Through the years the Corolla never asked for any expensive repairs. Other than routine maintenance, it has not been costly to run. Until recently.

Months ago the transmission started slipping. Transmission fluid was leaking at an alarming rate. A trip to our mechanic delivered the fatal diagnosis—the transmission was failing. For $2,000.00 it could be replaced, but given its advanced age and mileage, we decided to commence auto hospice and seek a replacement vehicle.
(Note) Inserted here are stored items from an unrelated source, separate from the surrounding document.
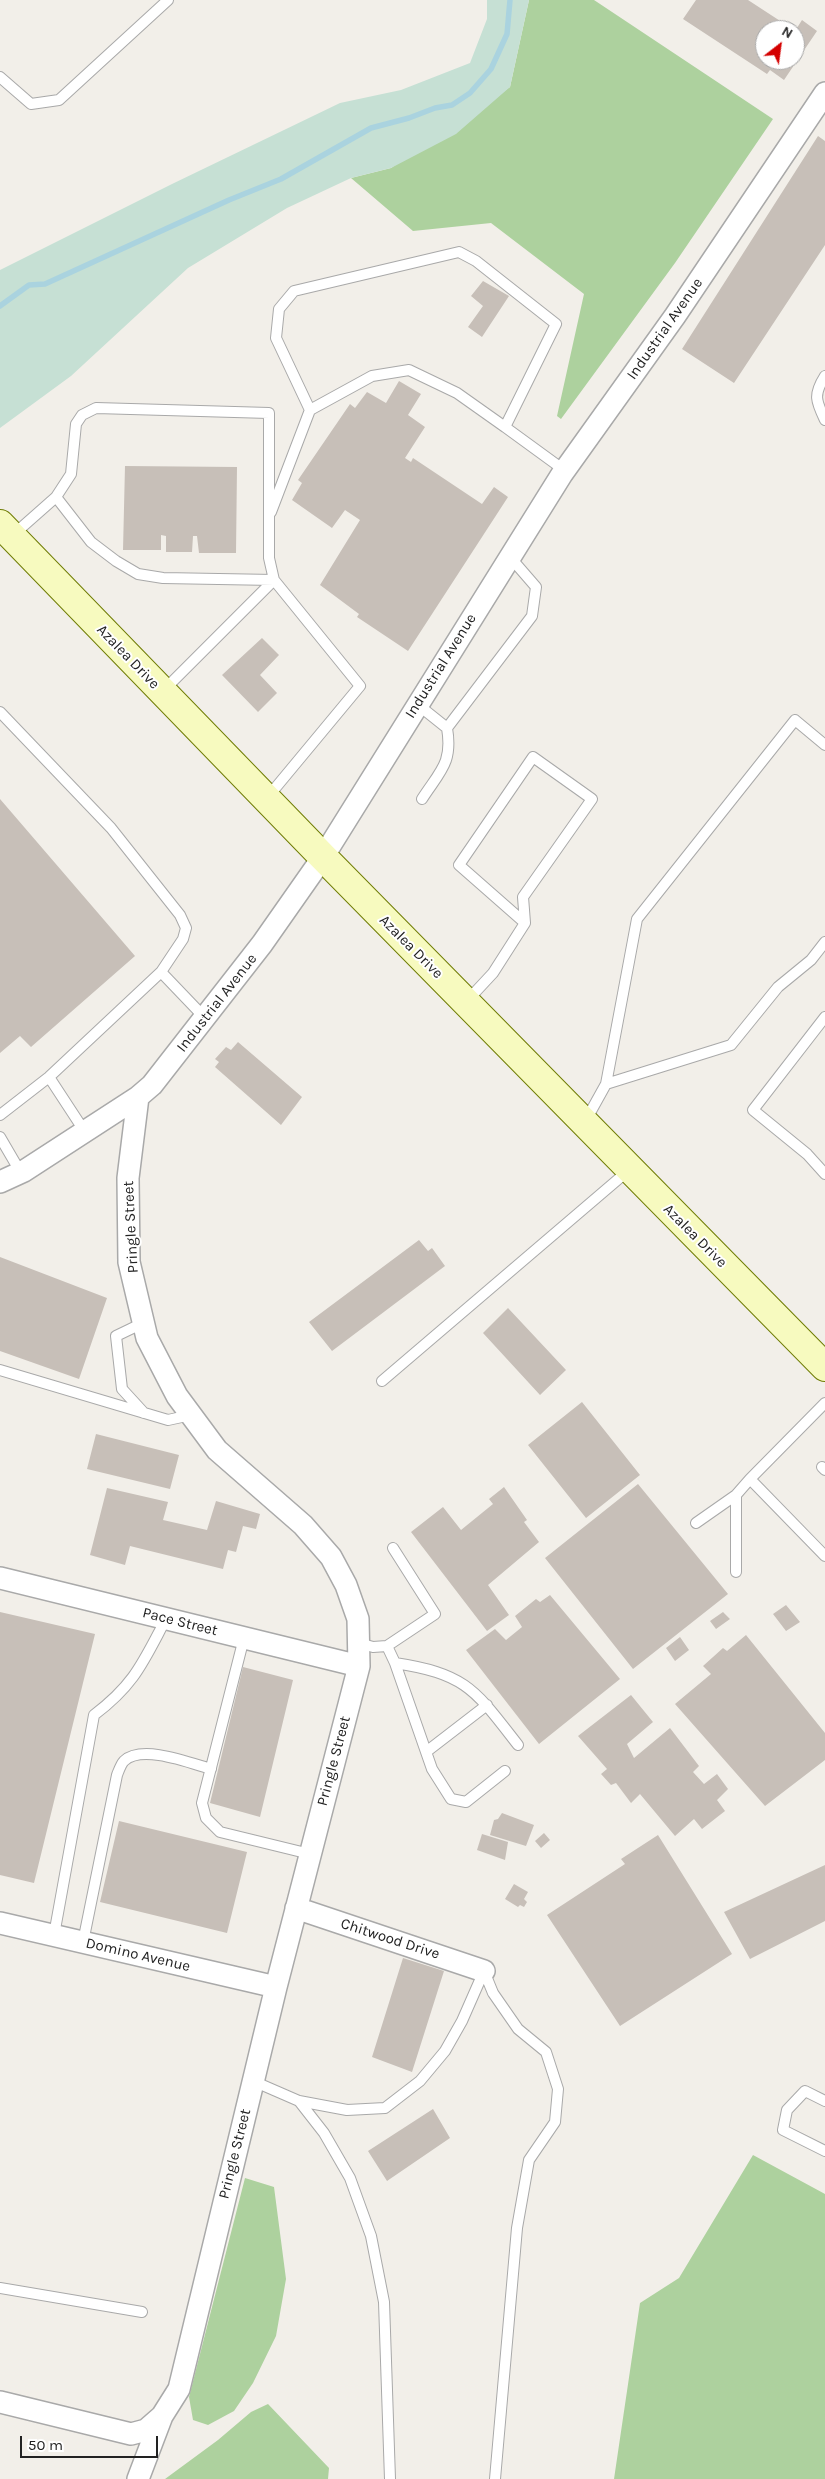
<!DOCTYPE html>
<style>
body{margin:0}
#map{position:relative;width:825px;height:2479px;overflow:hidden;background:#f2efe9;font-family:Karla,sans-serif}
canvas{display:block}
.north{position:absolute;left:755px;top:20px;width:50px;height:50px;box-sizing:border-box;background:#fff;border:1px solid #a7a7a7;border-radius:50%;rotate:30deg;font-size:14px;font-weight:700;line-height:20px;text-align:center;color:#222}
.north::after{content:'';display:block;margin:auto;width:18px;height:22px;background:#d40000;clip-path:polygon(50% 0,100% 100%,50% 72%,0 100%)}
.scale{position:absolute;left:20px;top:2436px;width:138px;height:22px;box-sizing:border-box;border:2px solid #222;border-top:0;padding-left:6px;font-size:15px;line-height:18px;white-space:nowrap;color:#222;-webkit-text-stroke:4px #fff;paint-order:stroke}
</style>
<div id="map">
<canvas width="825" height="2479"></canvas>
<div class="north">N</div>
<div class="scale">50 m</div>
</div>
<script>
const g = document.querySelector('canvas').getContext('2d');
g.lineJoin = 'round';
function paint(path, color) { g.fillStyle = color; g.fill(path, 'evenodd'); }
function strokePath(path, color, width, dash) { g.strokeStyle = color; g.lineWidth = width; g.lineCap = dash ? 'butt' : 'round'; g.setLineDash(dash || []); g.stroke(path); }
function write(font, color, halo, rows, align = 'center') {
  g.font = font + ' Karla,sans-serif'; g.lineWidth = 4; g.setLineDash([]); g.textBaseline = 'middle'; g.strokeStyle = halo; g.fillStyle = color; for (const [text, x, y, turn = 0] of rows) {
    g.save(); g.translate(x, y); g.rotate((+turn || 0) * Math.PI / 180); g.textAlign = isNaN(turn) ? turn : align; if (halo) g.strokeText(text, 0, 0); g.fillText(text, 0, 0); g.restore();
  }
}
paint(new Path2D(`
 M529 0H594L773 119 675 263 561 419 557 416 584 294 491 223 413 231 351 178 391 168 510 87Z
 M753 2155 825 2194V2479H614L640 2303 679 2278Z
 M245 2178 274 2187 286 2279 276 2336 253 2383 234 2411 208 2425 193 2420 189 2397Z
 M268 2404 329 2468 328 2479H165L218 2440 251 2412Z`), '#add19e');
paint(new Path2D(`
 M487 0H529L510 87 456 134 391 168 351 178 287 208 188 268 71 376 0 428V270L172 184 340 103 401 90 470 63 487 19Z`), '#c6e0d4');
strokePath(new Path2D(`
 M0 306 29 285 45 284 229 200 281 179 371 128 409 118 435 108 452 105 470 93 491 69 507 34 510 0`), '#aad3df', 5.5);
paint(new Path2D(`
 M696 0H748L794 30H765V60H795V31L802 20 817 31 784 80 770 70 767 74 683 19Z
 M818 136 825 141V245L734 383 682 349Z
 M483 281 509 296 482 337 468 327 483 306 471 296Z
 M399 381 421 394 408 415 425 427 405 458 411 462 413 458 482 504 494 487 508 497 408 651 357 617 359 614 320 585 360 520 345 510 332 528 292 500 302 483 298 480 350 404 355 408 367 392 386 403Z
 M125 466 237 467 236 553H199L197 536H193L192 552H166V536L161 535V550H123Z
 M262 638 279 655 260 675 277 693 258 712 222 675Z
 M0 799 135 956 31 1047 20 1036 0 1053Z
 M238 1042 302 1097 281 1125 215 1067 219 1062 215 1059 226 1047 231 1050Z
 M419 1240 428 1251 432 1248 445 1266 332 1351 309 1322Z
 M0 1257 107 1298 79 1379 0 1351Z
 M508 1308 566 1370 540 1395 483 1333Z
 M582 1402 640 1475 586 1518 528 1445Z
 M96 1434 179 1455 170 1489 87 1469Z
 M638 1484 728 1594 633 1669 545 1558Z
 M504 1487 527 1520 524 1522 539 1542 488 1585 509 1615 487 1631 411 1532 443 1507 461 1530 493 1504 489 1499Z
 M107 1488 168 1502 163 1520 207 1530 216 1501 260 1514 256 1529 243 1526 236 1552 228 1550 223 1569 130 1546 125 1565 90 1555Z
 M550 1595 620 1679 539 1744 466 1650 495 1629 506 1640 522 1627 515 1616 536 1599 540 1602Z
 M786 1605 800 1622 786 1631 773 1614Z
 M0 1612 95 1634 34 1883 0 1875Z
 M723 1612 730 1619 716 1629 710 1621Z
 M746 1635 825 1733V1760L765 1806 675 1704 711 1674 703 1666 723 1648 727 1651Z
 M680 1637 689 1650 675 1661 666 1648Z
 M243 1667 293 1680 260 1817 210 1803Z
 M631 1695 653 1722 627 1744 634 1758 670 1728 699 1766 693 1772 704 1784 717 1774 728 1789 717 1800 725 1811 702 1829 694 1819 675 1836 640 1794 631 1803 616 1783 611 1785 601 1774 607 1769 578 1736Z
 M502 1813 534 1825 526 1846 490 1835 494 1820 498 1819Z
 M119 1821 247 1852 227 1933 100 1902Z
 M544 1833 550 1840 541 1848 535 1841Z
 M482 1834 508 1842 505 1860 477 1850Z
 M658 1835 732 1954 620 2026 547 1915 625 1864 621 1859Z
 M825 1865V1921L750 1959 724 1912Z
 M514 1884 528 1892 524 1899 527 1902 524 1907 520 1905 518 1907 505 1899Z
 M403 1958 444 1971 412 2072 372 2057Z
 M433 2109 450 2138 387 2181 368 2151Z`), '#c7bfb8');
const lane = new Path2D(`
 M0 77 31 104 59 100 168 0
 M825 376C813 395 816 401 825 420
 M310 410 372 376 409 370 457 393 505 427
 M271 512 310 410 276 338 279 309 294 291 459 252 476 261 556 324 505 427 564 470
 M13 535 56 497 71 474 76 424 82 415 96 408 269 413V558L274 580 163 578 138 574 116 561 91 542 56 497
 M163 691 274 580 360 686 267 798
 M417 704 447 728C453 763 440 771 422 799
 M0 712 111 828 180 915 186 928 183 939 161 972 49 1077 0 1115
 M447 728 532 616 536 587 510 557
 M161 972 205 1018
 M466 1002 493 973 525 923 523 897 592 799 533 757 459 865 525 923
 M825 1017 753 1110 807 1154 825 1174
 M49 1077 85 1132
 M606 1084 731 1045 778 987 811 960 825 942
 M586 1120 606 1084 637 919 795 720 825 745
 M0 1137 21 1173
 M143 1323 116 1336 122 1389 144 1413
 M0 1370 168 1420 191 1415
 M382 1381 629 1170
 M825 1403 750 1479 825 1556
 M822 1467 825 1470
 M736 1495V1572
 M696 1523 736 1495 750 1479
 M244 1638 202 1803 206 1818 220 1832 310 1854
 M359 1643 373 1647 387 1646 395 1663C467 1674 475 1690 518 1745
 M387 1646 435 1614 393 1548
 M395 1663 432 1769 451 1799 466 1802 505 1771
 M426 1752 487 1705
 M54 1935 94 1715C135 1684 143 1662 166 1619
 M83 1942 117 1775C119 1770 121 1764 124 1761 142 1744 190 1763 211 1769
 M253 2081 299 2101 347 2110 385 2108 420 2081 445 2051 462 2021 484 1971 493 1993 518 2029 546 2052 558 2089 555 2122 529 2160 517 2228 495 2479
 M299 2101 324 2133 350 2178 371 2236 384 2302 390 2479
 M825 2101 805 2091 787 2110 783 2130 825 2151
 M0 2288 142 2312`);
const street = new Path2D(`
 M138 1097 128 1178 129 1262 147 1338 177 1396 217 1450 303 1525 331 1557 346 1585 358 1619 359 1666 276 1987 179 2389 162 2416 138 2479
 M0 1182 24 1171 138 1097 152 1085 262 944 323 857 562 474 675 316 825 93
 M0 1578 359 1666
 M296 1908 484 1971
 M0 1923 276 1987
 M0 2402 131 2434 146 2430 162 2416`);
const secondary = new Path2D(`
 M0 524 323 857 825 1367`);
strokePath(lane, '#a9a9a9', 12);
strokePath(street, '#a9a9a9', 24);
strokePath(secondary, '#707d05', 30);
strokePath(lane, '#fff', 10);
strokePath(street, '#fff', 21);
strokePath(secondary, '#f7fabf', 28);
write('15px', '#222', '#fff', [
 ["Industrial Avenue",665,329,-55],
 ["Azalea Drive",128,657,46],
 ["Industrial Avenue",441,666,-58],
 ["Azalea Drive",411,947,45],
 ["Industrial Avenue",217,1003,-52],
 ["Pringle Street",131,1227,-93],
 ["Azalea Drive",695,1236,45],
 ["Pace Street",180,1622,14],
 ["Pringle Street",334,1761,-75],
 ["Chitwood Drive",390,1939,18],
 ["Domino Avenue",138,1955,13],
 ["Pringle Street",235,2154,-76]
]);
</script>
The replacement came in the form of American heavy metal. The ailing Corolla now shares the driveway with an orange and black 2011 Camaro. The muscle car muscled the blue car off of the concrete and onto the adjacent grass easement, the Corolla’s life force still dripping but no longer staining the white surface.

The Toyota’s days were numbered, or so we thought. With the hellacious winter we had, rife with snow, we soon discovered our shiny new purchase was a fair-weather friend. Who knew sports cars weren’t ideal in ice and snow? Who knew New Jersey would have snowfall just about every week? With two people working, we realized we needed a vehicle that could drive in most conditions. We kept our trusty Toyota Tacoma, but as a last-ditch effort to revive our flat lining Corolla, my husband took it to the auto shop at the school where he teaches. The transmission no longer leaks or slips, after spending $32.00 for parts. Its space on the concrete driveway has been restored. We thought we would thin our auto herd to two vehicles, but it looks like we will stay a three-car household, at least until the teal terror begins its death rattle anew.